Dianne is a Ph.D. candidate in Greek, Latin, and Classical Studies. Her areas of interest include later Latin epic and Greek tragedy. She is writing her dissertation on the influence of Greek tragedy on Statius' Thebaid
under the direction of Prof. Annette Baertschi. She grew up in the gloriously rainy and caffeinated state of Washington, where she received her B.A. in Classics and English from Whitman College in 2007, and then went on to receive her M.A. in Classical Studies from Indiana University in 2009 and her M.A. in Greek, Latin, and Classical Studies from Bryn Mawr College in 2011 with a thesis entitled "From Hell and Back: Crossing Boundaries in Claudian's De Raptu Proserpinae."
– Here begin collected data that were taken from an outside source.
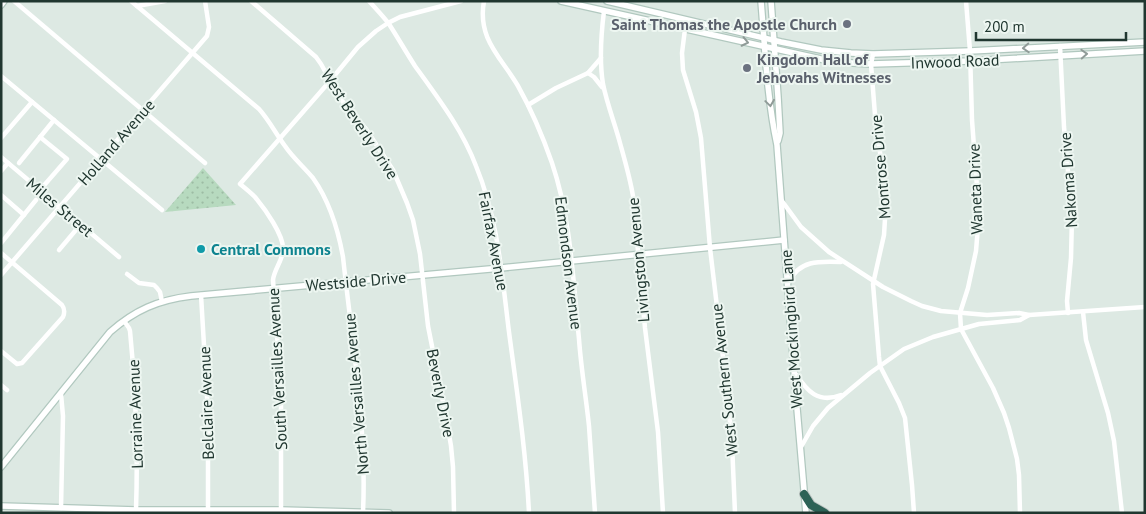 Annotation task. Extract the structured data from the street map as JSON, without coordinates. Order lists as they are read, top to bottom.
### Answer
{
  "streets": {
    "main road": ["Inwood Road", "Westside Drive", "West Mockingbird Lane"],
    "street": [
      "West Beverly Drive",
      "Holland Avenue",
      "Montrose Drive",
      "Nakoma Drive",
      "Waneta Drive",
      "Miles Street",
      "Fairfax Avenue",
      "Livingston Avenue",
      "Edmondson Avenue",
      "South Versailles Avenue",
      "West Southern Avenue",
      "Beverly Drive",
      "North Versailles Avenue",
      "Belclaire Avenue",
      "Lorraine Avenue"
    ]
  },
  "crossings": [
    ["Inwood Road", "Montrose Drive"],
    ["Inwood Road", "Nakoma Drive"],
    ["Inwood Road", "Waneta Drive"],
    ["Inwood Road", "Livingston Avenue"],
    ["Inwood Road", "West Mockingbird Lane"],
    ["Inwood Road", "West Southern Avenue"],
    ["West Beverly Drive", "Westside Drive"],
    ["West Beverly Drive", "Beverly Drive"],
    ["Holland Avenue", "Miles Street"],
    ["Holland Avenue", "North Versailles Avenue"],
    ["Montrose Drive", "West Mockingbird Lane"],
    ["Fairfax Avenue", "Westside Drive"],
    ["Livingston Avenue", "Westside Drive"],
    ["Edmondson Avenue", "Westside Drive"],
    ["Westside Drive", "West Mockingbird Lane"],
    ["Westside Drive", "South Versailles Avenue"],
    ["Westside Drive", "West Southern Avenue"],
    ["Westside Drive", "Beverly Drive"],
    ["Westside Drive", "North Versailles Avenue"],
    ["Westside Drive", "Belclaire Avenue"],
    ["Westside Drive", "Lorraine Avenue"],
    ["South Versailles Avenue", "North Versailles Avenue"]
  ],
  "places": ["Saint Thomas the Apostle Church", "Kingdom Hall of Jehovahs Witnesses", "Central Commons"],
  "scale_bar": "200 m"
}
She was an associate instructor for a course in Ancient Civilization at Indiana University and she has taught Latin more locally at Bryn Mawr College, The Agnes Irwin School, and Ursinus College. She has presented her research at various venues including Bryn Mawr's Graduate Group Symposium, CAMWS, the Indiana Classical Conference, and the Classical Association of the Pacific Northwest, where the topics have inspired cheerful discussion on the merits of deoculation, the ambiguously (un)dead, unrepentant puns, and transferred epithets.
Daniel J. Crosby
Dan is currently a Ph.D. candidate in Greek, Latin & Classical Studies at Bryn Mawr College. Born and raised in Fresno, CA, he attended Fresno Pacific University where he took a B.A. in History and Classics in 2010 and an M.A. in Classics in 2013, after completing a thesis on the development of the Delphic combat myth. In 2017, he received an M.A. in Greek, Latin & Classical Studies from BMC, after defending a thesis on myth and philosophy in Clement of Alexandria's Protrepticus. He is currently in the final stages of writing his dissertation. This research project uses a narratological analysis of the literary and epigraphic evidence for oracular activity in order to show their consistency and to redeem the value of Herodotus’ Histories as a reliable source for how oracular divination was performed and used in fifth-century Greece. Dan’s recent publications include “The Case for Another Son of P. Quinctilius Varus” in The Journal of Ancient History (2016); “'Arrows Fletched from Our Own Wings': The Early Church Fathers and the Delphi of the Mind" in Richard Evan’s edited volume, Prophets and Profits (2017); and a Latin critical edition and English translation of Poggio Bracciolini’s Oratio in laudem rei publicae Venetorum in The Philological Museum (2019). Research Interests: History and Historiography, Religion and Divination, Mythology, Patristics, Manuscript Studies.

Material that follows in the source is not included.